# TO DO
Where a line below holds the string "controls", that line goes into the answer.

# AVAILABLE DATA

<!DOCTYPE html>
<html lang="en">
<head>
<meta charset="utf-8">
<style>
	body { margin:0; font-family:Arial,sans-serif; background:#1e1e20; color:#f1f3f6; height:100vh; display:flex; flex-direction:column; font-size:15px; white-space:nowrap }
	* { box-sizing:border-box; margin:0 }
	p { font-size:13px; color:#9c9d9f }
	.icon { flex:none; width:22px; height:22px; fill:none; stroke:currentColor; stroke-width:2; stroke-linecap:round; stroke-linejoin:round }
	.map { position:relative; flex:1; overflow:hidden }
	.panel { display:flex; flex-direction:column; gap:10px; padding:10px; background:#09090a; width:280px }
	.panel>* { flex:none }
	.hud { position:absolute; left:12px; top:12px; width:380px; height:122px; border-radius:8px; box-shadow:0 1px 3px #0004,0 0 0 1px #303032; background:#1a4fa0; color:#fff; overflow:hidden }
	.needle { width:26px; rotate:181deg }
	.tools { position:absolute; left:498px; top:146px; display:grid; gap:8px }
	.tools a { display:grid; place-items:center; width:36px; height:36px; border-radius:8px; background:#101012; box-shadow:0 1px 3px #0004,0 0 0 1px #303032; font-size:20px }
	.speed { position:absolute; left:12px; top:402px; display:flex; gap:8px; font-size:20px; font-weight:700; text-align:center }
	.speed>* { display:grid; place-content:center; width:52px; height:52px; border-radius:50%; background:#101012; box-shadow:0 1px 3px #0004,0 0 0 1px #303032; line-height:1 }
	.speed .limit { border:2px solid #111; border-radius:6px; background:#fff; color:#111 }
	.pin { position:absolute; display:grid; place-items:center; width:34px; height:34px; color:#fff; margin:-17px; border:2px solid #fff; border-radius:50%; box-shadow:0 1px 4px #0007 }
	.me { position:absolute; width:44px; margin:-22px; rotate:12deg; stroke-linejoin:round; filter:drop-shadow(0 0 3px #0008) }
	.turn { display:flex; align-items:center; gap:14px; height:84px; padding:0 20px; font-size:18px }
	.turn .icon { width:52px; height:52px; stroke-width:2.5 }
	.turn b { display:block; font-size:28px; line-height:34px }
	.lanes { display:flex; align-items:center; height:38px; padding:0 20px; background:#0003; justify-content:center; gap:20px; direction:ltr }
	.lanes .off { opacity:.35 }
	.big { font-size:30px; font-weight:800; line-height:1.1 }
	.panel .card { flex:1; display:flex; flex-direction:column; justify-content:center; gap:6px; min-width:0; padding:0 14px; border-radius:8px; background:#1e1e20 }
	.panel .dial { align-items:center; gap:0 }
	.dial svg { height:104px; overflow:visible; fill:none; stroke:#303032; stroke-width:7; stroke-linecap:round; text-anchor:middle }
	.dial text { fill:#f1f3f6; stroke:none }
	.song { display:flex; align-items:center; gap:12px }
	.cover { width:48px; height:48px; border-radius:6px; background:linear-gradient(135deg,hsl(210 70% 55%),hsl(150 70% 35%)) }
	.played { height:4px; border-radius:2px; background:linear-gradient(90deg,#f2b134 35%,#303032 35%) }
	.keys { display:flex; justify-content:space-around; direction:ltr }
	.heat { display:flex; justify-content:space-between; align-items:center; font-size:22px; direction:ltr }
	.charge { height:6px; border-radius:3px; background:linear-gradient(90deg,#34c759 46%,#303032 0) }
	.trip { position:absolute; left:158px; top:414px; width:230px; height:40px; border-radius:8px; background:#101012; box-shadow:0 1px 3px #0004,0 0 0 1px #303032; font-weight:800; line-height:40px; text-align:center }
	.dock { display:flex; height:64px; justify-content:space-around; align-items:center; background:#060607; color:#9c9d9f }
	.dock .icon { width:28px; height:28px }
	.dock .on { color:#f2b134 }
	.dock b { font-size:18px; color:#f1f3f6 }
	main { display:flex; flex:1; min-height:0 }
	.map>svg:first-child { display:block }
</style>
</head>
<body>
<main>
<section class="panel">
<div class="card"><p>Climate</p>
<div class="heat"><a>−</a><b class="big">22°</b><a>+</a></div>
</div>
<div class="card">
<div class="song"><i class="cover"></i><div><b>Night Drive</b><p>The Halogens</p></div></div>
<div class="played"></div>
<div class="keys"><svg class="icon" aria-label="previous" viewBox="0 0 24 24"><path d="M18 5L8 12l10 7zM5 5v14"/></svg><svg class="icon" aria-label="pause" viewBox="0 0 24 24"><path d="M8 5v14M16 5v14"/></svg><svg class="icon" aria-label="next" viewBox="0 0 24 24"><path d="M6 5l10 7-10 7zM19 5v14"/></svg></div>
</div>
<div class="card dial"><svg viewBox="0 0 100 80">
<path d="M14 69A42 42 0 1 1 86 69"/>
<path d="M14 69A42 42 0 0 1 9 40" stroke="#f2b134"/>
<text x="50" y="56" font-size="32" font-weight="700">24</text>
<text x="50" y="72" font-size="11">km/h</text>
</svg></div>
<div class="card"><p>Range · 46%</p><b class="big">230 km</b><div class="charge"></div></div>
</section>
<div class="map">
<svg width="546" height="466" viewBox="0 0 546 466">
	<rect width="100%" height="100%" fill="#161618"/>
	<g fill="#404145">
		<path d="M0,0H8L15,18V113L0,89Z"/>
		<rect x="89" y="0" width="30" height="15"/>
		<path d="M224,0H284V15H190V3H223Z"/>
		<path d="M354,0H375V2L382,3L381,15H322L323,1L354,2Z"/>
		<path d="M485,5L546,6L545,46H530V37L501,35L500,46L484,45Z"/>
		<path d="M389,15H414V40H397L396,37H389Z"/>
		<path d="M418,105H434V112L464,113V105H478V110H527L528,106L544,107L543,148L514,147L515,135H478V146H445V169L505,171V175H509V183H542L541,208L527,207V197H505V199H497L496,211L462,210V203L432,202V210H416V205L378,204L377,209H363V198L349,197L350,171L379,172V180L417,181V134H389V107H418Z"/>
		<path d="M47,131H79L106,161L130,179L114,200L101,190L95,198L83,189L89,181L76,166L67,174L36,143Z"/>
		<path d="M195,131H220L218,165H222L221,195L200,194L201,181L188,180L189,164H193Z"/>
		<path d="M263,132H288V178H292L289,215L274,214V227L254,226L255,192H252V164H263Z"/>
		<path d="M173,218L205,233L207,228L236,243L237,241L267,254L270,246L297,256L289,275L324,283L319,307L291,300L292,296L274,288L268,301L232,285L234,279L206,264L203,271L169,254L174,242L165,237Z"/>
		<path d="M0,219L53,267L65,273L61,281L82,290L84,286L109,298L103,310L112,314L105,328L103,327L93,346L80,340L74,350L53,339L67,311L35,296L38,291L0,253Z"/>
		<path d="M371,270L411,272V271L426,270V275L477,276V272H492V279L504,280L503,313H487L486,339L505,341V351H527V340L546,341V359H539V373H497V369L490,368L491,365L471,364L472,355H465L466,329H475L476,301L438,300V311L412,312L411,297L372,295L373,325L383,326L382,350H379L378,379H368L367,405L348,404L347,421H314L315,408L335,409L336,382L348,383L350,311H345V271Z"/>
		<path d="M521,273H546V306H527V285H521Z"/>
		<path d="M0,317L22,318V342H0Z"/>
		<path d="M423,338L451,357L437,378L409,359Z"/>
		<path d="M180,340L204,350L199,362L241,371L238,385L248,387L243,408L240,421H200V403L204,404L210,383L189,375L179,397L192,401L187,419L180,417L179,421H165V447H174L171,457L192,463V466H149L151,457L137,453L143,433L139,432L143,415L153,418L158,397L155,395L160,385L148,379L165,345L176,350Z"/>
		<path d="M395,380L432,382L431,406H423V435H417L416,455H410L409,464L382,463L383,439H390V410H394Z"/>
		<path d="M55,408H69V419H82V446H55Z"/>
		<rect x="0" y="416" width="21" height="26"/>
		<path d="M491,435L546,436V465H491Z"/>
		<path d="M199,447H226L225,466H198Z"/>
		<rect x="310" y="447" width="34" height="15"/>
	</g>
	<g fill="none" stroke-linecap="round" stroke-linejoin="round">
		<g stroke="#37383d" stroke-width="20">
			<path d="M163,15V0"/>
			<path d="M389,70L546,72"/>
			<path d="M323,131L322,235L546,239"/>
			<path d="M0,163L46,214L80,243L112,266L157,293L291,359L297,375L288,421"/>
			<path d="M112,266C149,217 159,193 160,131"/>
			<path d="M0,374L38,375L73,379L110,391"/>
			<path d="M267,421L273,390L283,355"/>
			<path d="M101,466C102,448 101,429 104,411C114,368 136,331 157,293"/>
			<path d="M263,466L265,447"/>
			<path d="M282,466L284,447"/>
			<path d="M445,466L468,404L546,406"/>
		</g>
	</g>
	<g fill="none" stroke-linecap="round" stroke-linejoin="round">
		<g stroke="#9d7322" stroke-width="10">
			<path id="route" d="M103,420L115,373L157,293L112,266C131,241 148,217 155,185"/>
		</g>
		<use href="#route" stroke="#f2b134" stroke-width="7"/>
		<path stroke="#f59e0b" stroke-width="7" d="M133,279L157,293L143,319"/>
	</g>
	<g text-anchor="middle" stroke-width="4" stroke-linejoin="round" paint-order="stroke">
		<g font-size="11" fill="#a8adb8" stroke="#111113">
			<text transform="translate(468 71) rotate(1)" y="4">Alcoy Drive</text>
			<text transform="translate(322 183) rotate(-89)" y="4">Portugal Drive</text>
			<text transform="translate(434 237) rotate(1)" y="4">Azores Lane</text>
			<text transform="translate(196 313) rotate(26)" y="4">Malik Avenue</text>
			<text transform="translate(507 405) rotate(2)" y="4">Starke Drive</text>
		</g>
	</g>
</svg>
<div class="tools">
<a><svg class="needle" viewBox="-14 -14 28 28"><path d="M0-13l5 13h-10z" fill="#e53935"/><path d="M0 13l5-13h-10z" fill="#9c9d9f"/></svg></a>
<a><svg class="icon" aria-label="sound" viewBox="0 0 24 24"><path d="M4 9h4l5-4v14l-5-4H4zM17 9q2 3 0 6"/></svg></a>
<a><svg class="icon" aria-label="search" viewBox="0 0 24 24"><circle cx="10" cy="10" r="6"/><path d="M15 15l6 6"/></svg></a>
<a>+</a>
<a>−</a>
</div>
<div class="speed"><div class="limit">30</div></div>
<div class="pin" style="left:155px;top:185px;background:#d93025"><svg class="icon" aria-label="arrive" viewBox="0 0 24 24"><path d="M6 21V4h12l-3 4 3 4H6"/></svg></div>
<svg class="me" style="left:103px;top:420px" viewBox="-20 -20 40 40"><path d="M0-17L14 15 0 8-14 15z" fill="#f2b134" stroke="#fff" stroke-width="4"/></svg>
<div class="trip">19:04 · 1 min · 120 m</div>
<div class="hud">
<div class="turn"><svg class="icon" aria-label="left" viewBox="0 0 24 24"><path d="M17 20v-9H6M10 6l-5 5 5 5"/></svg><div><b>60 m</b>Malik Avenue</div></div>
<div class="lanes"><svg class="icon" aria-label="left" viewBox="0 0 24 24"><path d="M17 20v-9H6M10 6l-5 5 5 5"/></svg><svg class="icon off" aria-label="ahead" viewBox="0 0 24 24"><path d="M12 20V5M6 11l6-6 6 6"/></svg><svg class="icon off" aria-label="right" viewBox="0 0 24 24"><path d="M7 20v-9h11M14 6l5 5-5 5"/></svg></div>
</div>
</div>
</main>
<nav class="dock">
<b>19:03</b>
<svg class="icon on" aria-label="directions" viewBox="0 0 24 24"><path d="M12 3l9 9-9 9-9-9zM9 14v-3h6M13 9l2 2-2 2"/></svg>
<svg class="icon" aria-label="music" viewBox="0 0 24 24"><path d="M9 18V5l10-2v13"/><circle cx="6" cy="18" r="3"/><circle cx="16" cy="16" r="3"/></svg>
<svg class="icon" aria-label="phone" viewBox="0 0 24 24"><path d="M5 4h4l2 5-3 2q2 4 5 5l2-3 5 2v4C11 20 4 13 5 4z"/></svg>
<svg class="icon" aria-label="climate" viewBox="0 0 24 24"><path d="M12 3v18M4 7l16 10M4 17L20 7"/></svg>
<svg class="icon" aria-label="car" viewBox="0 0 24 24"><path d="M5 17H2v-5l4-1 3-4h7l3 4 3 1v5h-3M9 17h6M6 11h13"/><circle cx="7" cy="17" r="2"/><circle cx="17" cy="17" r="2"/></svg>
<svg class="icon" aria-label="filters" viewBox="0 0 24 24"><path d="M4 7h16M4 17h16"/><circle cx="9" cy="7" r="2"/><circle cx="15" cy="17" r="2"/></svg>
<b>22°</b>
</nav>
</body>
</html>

--

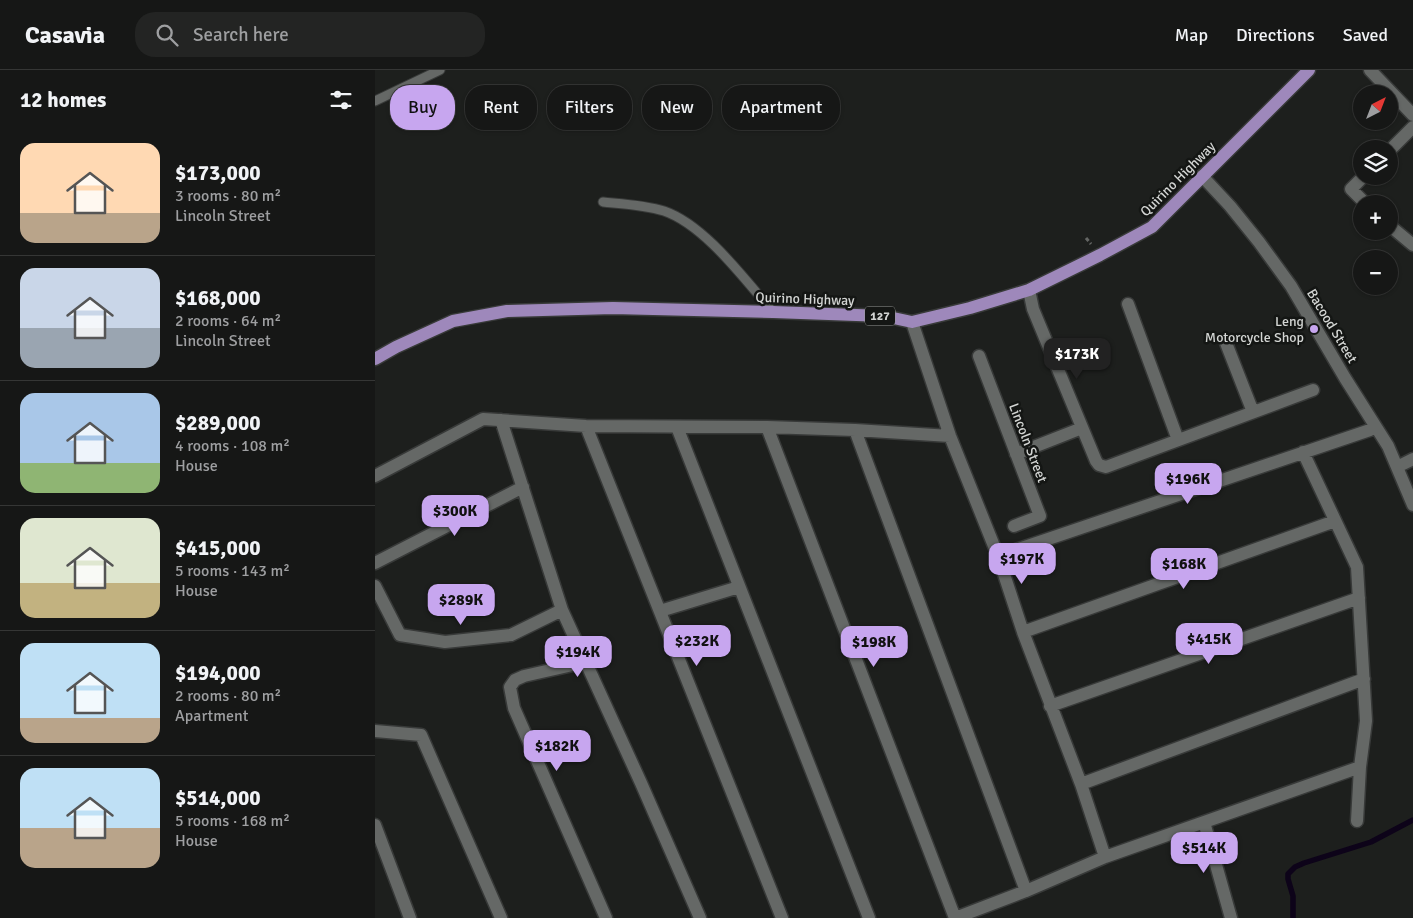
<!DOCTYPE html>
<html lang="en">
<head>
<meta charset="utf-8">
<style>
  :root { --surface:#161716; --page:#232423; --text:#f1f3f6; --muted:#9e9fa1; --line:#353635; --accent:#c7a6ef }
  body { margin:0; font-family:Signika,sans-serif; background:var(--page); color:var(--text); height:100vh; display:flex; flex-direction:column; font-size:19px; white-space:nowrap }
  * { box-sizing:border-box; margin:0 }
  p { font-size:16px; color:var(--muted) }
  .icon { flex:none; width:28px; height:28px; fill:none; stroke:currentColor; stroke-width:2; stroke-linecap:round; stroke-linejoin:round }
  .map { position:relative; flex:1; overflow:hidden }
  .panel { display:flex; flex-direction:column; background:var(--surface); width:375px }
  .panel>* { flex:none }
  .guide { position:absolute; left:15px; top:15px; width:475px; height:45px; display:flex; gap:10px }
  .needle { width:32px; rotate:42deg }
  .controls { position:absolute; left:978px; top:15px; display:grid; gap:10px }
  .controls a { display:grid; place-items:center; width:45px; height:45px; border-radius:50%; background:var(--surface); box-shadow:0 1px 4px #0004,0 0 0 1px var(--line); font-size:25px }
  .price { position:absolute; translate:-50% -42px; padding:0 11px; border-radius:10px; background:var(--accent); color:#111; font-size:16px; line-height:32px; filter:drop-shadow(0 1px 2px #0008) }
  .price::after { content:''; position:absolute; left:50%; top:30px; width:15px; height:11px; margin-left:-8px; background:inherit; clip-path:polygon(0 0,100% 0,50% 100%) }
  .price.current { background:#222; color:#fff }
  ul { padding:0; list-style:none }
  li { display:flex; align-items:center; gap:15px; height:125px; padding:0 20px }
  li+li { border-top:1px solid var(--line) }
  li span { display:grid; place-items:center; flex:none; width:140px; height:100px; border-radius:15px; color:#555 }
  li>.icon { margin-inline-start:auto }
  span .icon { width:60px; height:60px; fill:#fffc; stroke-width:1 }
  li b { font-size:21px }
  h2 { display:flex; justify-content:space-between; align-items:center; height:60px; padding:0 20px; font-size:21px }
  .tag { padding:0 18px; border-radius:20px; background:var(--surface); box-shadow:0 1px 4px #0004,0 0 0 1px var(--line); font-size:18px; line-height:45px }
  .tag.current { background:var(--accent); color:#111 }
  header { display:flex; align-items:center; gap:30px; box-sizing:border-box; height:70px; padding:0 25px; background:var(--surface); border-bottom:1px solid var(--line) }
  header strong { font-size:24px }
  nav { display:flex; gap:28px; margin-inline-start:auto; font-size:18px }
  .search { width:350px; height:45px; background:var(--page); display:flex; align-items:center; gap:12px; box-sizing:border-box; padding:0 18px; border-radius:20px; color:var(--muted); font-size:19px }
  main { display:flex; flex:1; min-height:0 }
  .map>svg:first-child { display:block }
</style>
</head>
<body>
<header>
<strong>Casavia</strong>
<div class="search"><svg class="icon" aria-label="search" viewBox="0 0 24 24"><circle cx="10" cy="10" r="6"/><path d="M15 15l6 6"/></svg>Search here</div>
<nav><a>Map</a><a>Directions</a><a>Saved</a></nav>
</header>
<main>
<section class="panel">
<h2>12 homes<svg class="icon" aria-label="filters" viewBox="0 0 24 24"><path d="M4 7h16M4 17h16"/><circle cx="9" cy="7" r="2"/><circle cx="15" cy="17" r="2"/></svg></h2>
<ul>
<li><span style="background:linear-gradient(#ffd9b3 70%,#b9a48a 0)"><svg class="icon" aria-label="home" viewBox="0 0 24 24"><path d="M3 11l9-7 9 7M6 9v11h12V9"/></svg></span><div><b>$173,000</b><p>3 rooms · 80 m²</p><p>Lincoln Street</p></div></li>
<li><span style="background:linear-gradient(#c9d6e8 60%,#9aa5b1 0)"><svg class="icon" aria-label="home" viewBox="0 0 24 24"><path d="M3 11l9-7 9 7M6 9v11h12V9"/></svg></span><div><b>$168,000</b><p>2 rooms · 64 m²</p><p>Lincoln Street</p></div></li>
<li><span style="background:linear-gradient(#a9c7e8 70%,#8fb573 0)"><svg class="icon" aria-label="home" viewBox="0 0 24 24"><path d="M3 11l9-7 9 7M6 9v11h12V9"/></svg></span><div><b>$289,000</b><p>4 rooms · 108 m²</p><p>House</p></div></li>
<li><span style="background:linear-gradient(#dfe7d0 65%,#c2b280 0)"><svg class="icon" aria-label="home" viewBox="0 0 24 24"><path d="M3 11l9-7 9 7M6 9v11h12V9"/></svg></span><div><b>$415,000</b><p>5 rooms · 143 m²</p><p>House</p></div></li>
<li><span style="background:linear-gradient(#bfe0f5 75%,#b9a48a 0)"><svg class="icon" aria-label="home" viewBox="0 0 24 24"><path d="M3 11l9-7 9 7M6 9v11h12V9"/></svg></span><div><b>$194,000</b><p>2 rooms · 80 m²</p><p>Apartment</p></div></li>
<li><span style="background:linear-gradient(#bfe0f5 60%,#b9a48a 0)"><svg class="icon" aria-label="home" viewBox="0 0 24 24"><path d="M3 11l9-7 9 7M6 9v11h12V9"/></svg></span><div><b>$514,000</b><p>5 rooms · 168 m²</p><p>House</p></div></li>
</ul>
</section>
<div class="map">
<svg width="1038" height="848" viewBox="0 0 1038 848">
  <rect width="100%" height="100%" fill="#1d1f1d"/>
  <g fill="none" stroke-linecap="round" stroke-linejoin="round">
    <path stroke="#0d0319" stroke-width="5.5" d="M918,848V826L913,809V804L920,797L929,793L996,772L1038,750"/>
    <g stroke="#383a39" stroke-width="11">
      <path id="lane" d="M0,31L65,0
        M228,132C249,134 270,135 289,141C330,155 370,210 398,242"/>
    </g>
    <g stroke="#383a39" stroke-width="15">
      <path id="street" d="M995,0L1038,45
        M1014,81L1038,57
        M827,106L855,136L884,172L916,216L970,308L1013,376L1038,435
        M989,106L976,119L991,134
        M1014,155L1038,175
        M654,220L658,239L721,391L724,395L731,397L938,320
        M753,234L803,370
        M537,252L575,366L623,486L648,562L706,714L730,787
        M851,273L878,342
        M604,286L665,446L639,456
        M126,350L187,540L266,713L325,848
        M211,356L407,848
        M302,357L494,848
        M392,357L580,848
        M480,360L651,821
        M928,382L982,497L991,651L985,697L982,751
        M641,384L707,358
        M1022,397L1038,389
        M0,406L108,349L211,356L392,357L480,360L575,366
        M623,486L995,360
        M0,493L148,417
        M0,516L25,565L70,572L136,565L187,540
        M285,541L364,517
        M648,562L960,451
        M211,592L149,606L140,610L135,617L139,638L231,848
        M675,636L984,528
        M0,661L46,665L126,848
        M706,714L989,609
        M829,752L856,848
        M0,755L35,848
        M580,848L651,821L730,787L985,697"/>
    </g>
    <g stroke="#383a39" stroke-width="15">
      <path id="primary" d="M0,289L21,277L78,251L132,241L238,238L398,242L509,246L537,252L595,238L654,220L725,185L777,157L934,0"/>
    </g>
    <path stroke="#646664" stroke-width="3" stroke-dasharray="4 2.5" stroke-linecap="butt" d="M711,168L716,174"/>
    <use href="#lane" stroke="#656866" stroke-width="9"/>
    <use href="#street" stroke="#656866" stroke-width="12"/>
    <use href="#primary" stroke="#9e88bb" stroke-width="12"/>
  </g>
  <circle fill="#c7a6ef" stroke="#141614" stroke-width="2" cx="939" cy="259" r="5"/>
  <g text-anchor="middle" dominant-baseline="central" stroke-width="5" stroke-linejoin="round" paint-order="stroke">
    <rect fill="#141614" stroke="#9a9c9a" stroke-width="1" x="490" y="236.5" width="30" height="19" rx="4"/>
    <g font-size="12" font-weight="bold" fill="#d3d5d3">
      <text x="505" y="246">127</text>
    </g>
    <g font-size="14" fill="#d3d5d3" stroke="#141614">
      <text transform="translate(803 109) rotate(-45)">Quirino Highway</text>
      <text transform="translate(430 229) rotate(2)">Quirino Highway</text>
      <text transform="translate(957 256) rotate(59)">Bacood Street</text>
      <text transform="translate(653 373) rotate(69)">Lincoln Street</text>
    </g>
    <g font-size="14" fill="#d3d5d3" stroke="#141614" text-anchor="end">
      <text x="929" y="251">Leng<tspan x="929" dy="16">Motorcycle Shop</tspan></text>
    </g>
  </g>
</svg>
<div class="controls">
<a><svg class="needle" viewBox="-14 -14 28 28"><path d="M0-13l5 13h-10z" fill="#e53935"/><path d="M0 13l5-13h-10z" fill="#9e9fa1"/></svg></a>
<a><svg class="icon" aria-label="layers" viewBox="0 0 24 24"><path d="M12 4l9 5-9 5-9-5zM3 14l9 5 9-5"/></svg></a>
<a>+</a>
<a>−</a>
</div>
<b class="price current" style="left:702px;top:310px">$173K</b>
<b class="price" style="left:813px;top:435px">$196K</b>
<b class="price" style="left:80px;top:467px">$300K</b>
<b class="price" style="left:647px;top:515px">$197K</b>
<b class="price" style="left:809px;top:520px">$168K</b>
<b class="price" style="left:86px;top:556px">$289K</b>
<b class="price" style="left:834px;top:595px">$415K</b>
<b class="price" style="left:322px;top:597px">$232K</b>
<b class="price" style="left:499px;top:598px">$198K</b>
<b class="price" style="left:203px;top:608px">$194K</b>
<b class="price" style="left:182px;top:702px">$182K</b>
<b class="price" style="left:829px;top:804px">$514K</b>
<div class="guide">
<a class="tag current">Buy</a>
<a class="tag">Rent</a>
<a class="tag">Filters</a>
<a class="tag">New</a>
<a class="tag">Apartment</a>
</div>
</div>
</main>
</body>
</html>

# COMPLETED TASK
  .controls { position:absolute; left:978px; top:15px; display:grid; gap:10px }
  .controls a { display:grid; place-items:center; width:45px; height:45px; border-radius:50%; background:var(--surface); box-shadow:0 1px 4px #0004,0 0 0 1px var(--line); font-size:25px }
<div class="controls">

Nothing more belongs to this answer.